##### Provided data #####
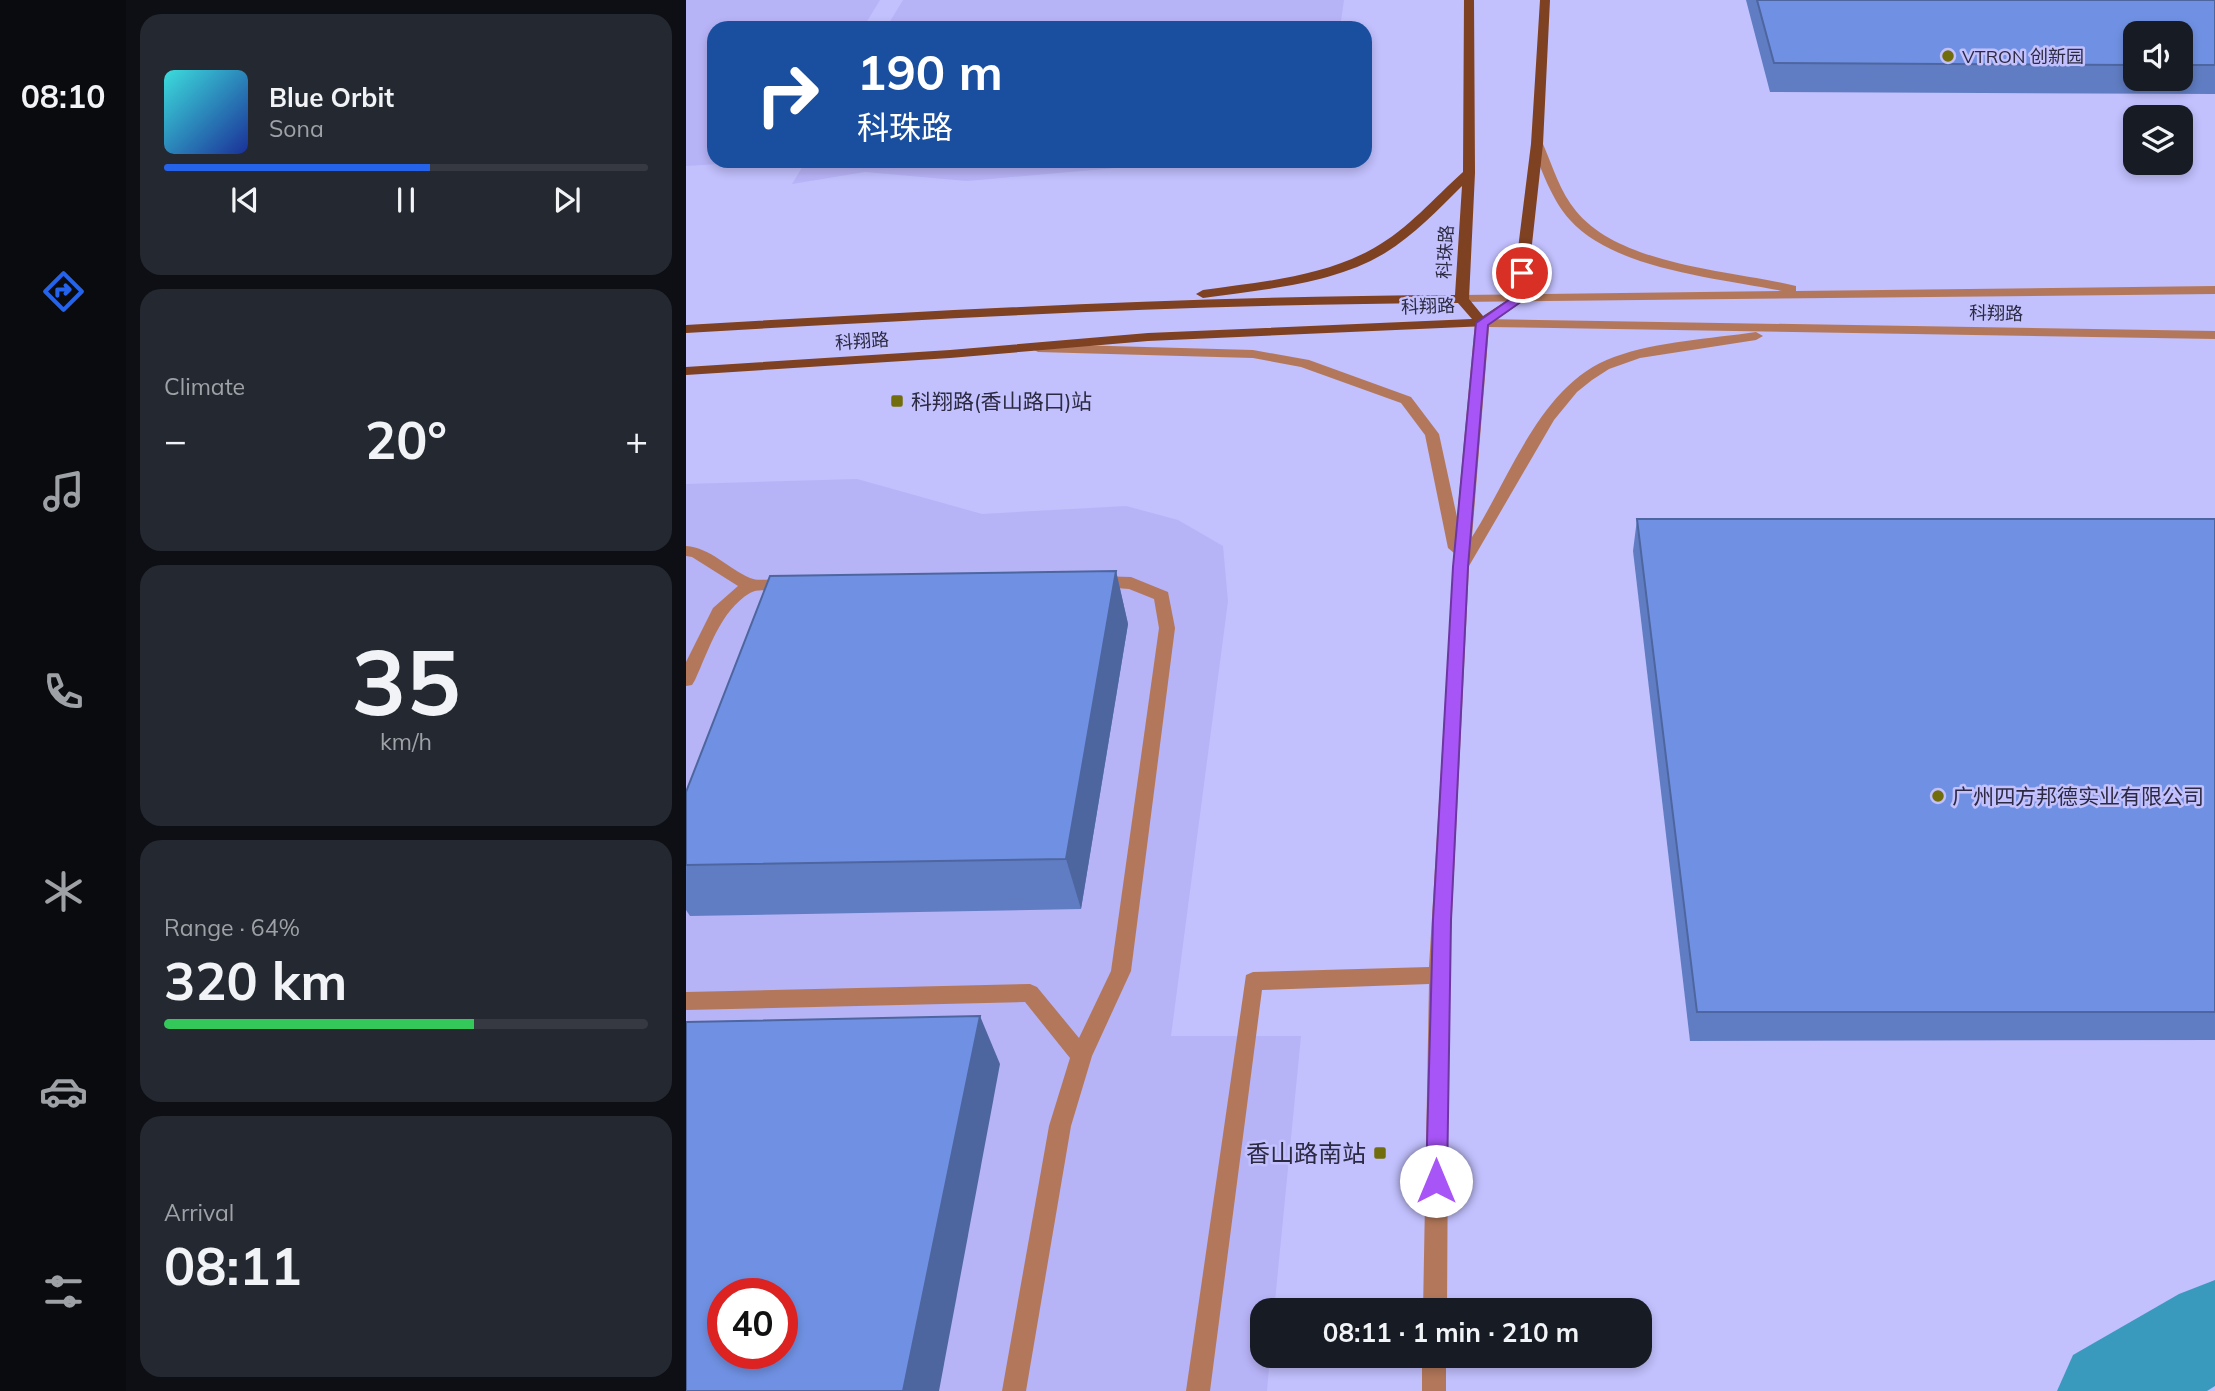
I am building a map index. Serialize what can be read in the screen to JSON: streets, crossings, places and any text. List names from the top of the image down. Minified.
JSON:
{"streets":{"main road":["科珠路","科翔路"]},"crossings":[["科珠路","科翔路"]],"places":{"other":["VTRON 创新园","广州四方邦德实业有限公司"],"transit":["科翔路(香山路口)站","香山路南站"]},"page":{"tabs":"08:10","turn":["190 m","科珠路"],"song":["Blue Orbit","Sona"],"tile":["Climate",["35","km/h"],["Range · 64%","320 km"],["Arrival","08:11"]],"heat":["−","20°","+"],"limit":"40","trip":"08:11 · 1 min · 210 m"}}
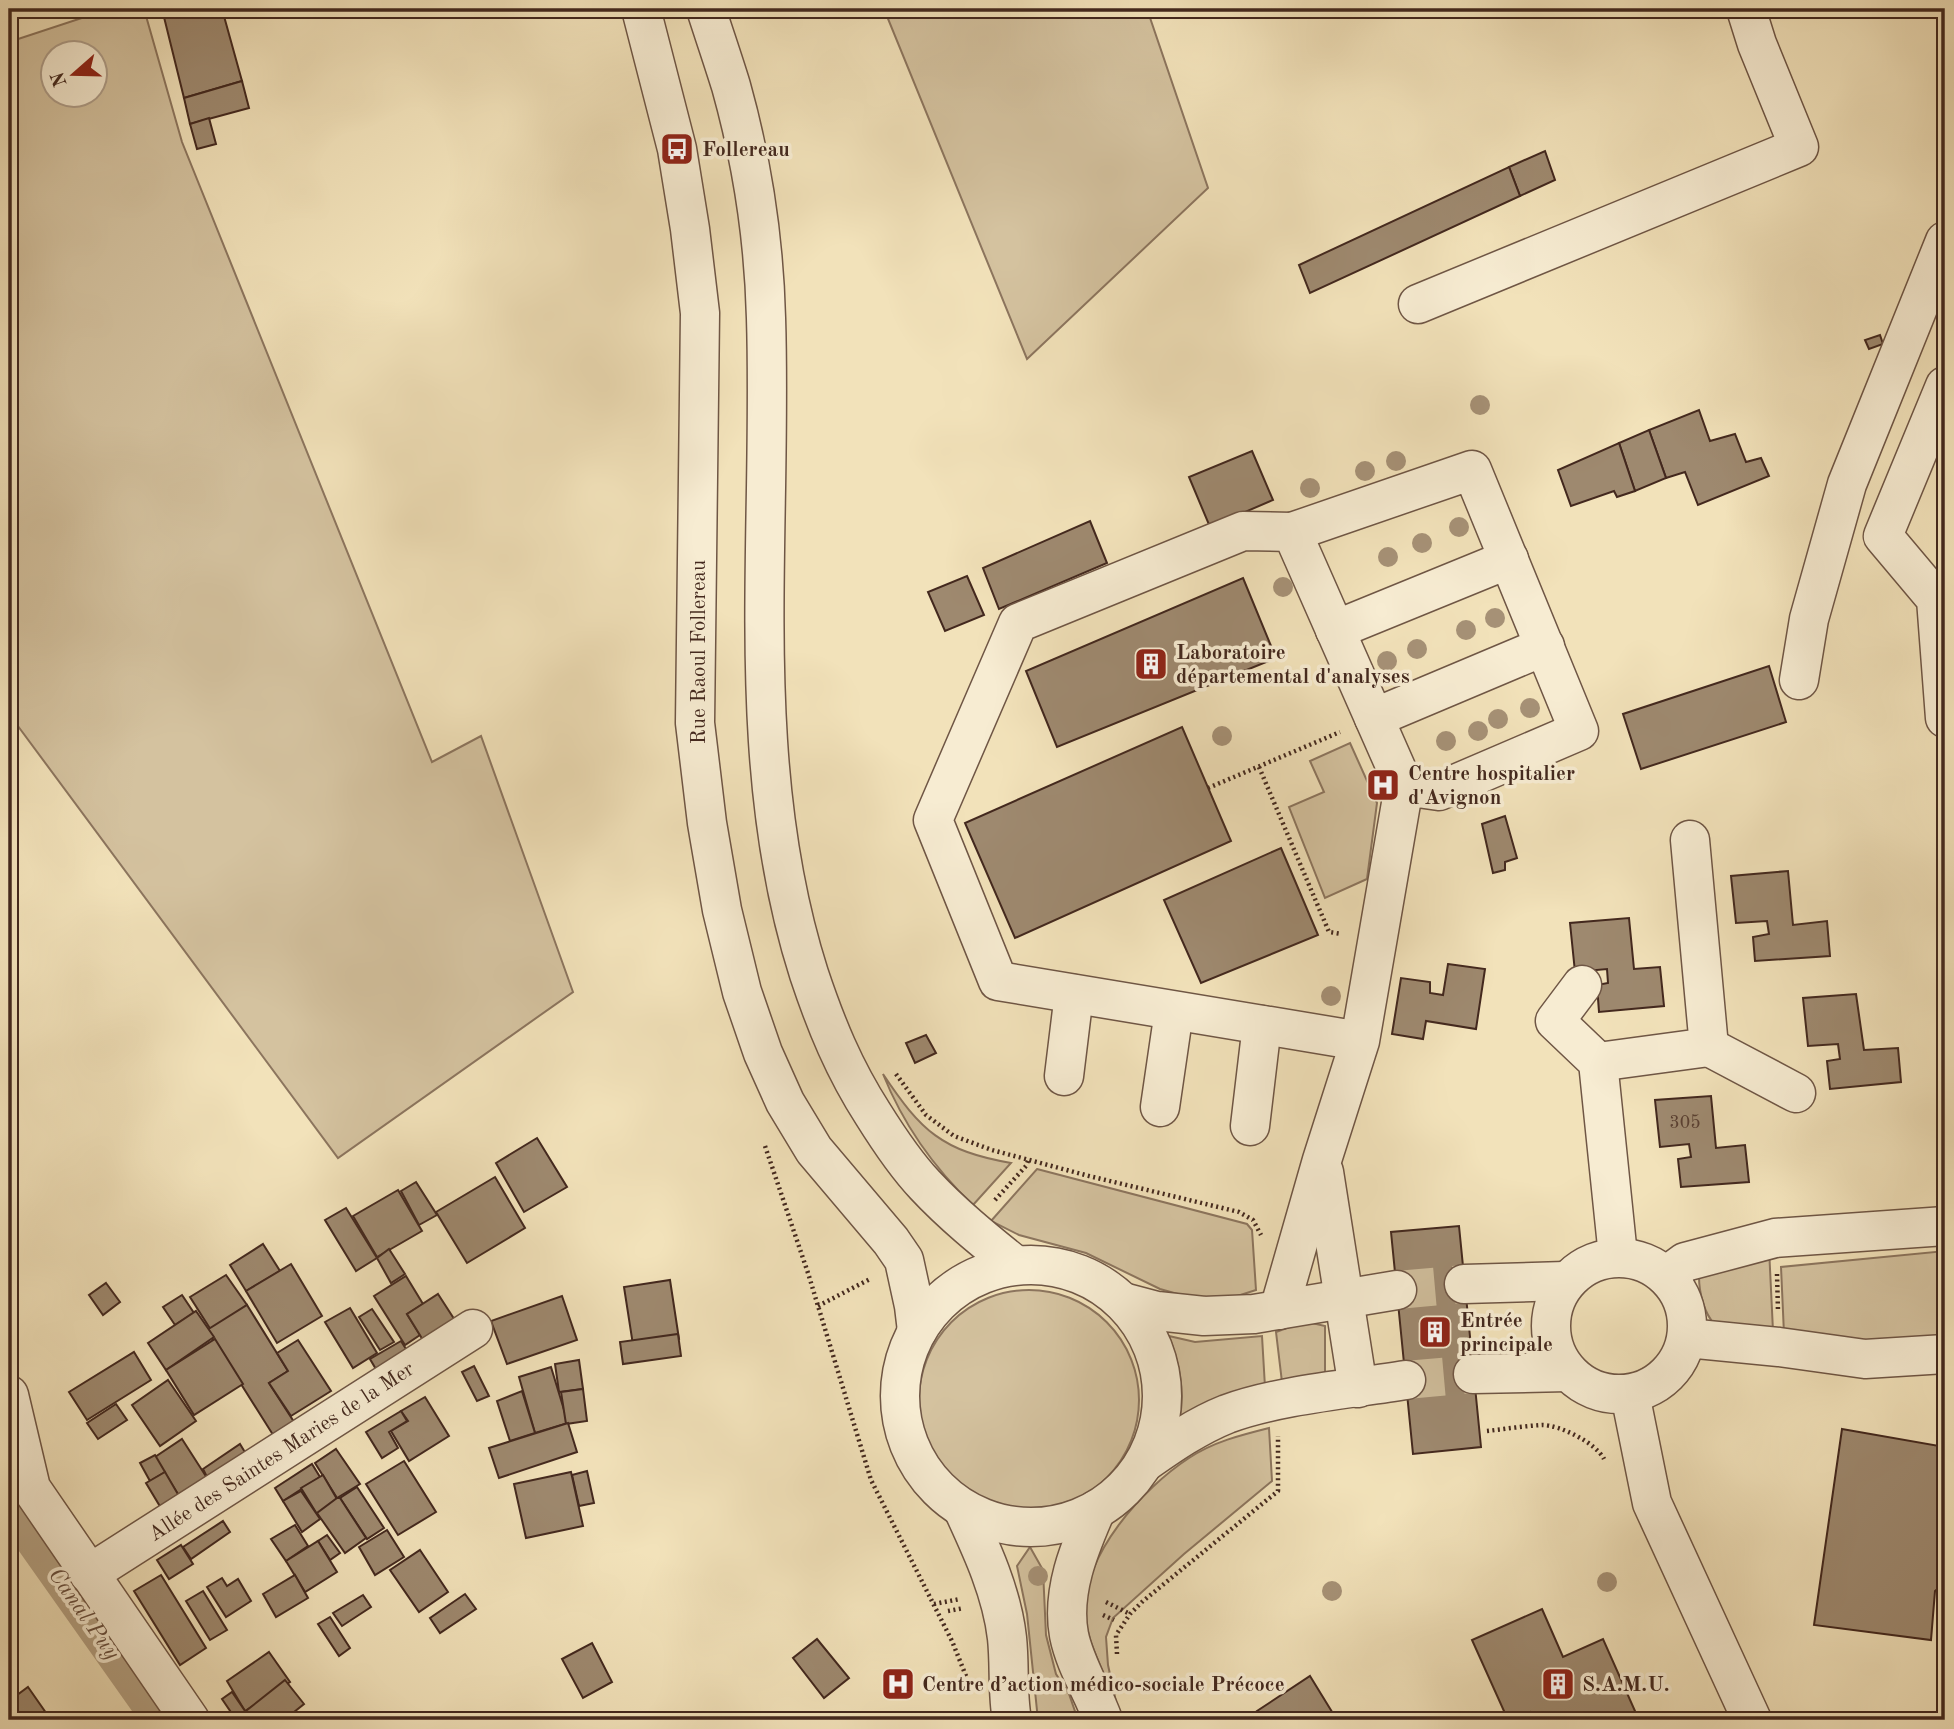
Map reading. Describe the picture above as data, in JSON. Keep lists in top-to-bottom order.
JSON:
{
  "streets": {
    "street": ["Rue Raoul Follereau", "Allée des Saintes Maries de la Mer"]
  },
  "water": ["Canal Puy"],
  "places": {
    "bus stop": ["Follereau"],
    "building": ["Laboratoire départemental d'analyses", "Entrée principale", "S.A.M.U."],
    "hospital": ["Centre hospitalier d'Avignon", "Centre d’action médico-sociale Précoce"]
  },
  "house_numbers": ["305"],
  "north": "left"
}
#####
Your assignment:
Your answer should be the lines from the one containing "Map reading. Describe" through the last line of the records, repeated exactly and with nothing added.

Output of the exercise:
Map reading. Describe the picture above as data, in JSON. Keep lists in top-to-bottom order.
JSON:
{
  "streets": {
    "street": ["Rue Raoul Follereau", "Allée des Saintes Maries de la Mer"]
  },
  "water": ["Canal Puy"],
  "places": {
    "bus stop": ["Follereau"],
    "building": ["Laboratoire départemental d'analyses", "Entrée principale", "S.A.M.U."],
    "hospital": ["Centre hospitalier d'Avignon", "Centre d’action médico-sociale Précoce"]
  },
  "house_numbers": ["305"],
  "north": "left"
}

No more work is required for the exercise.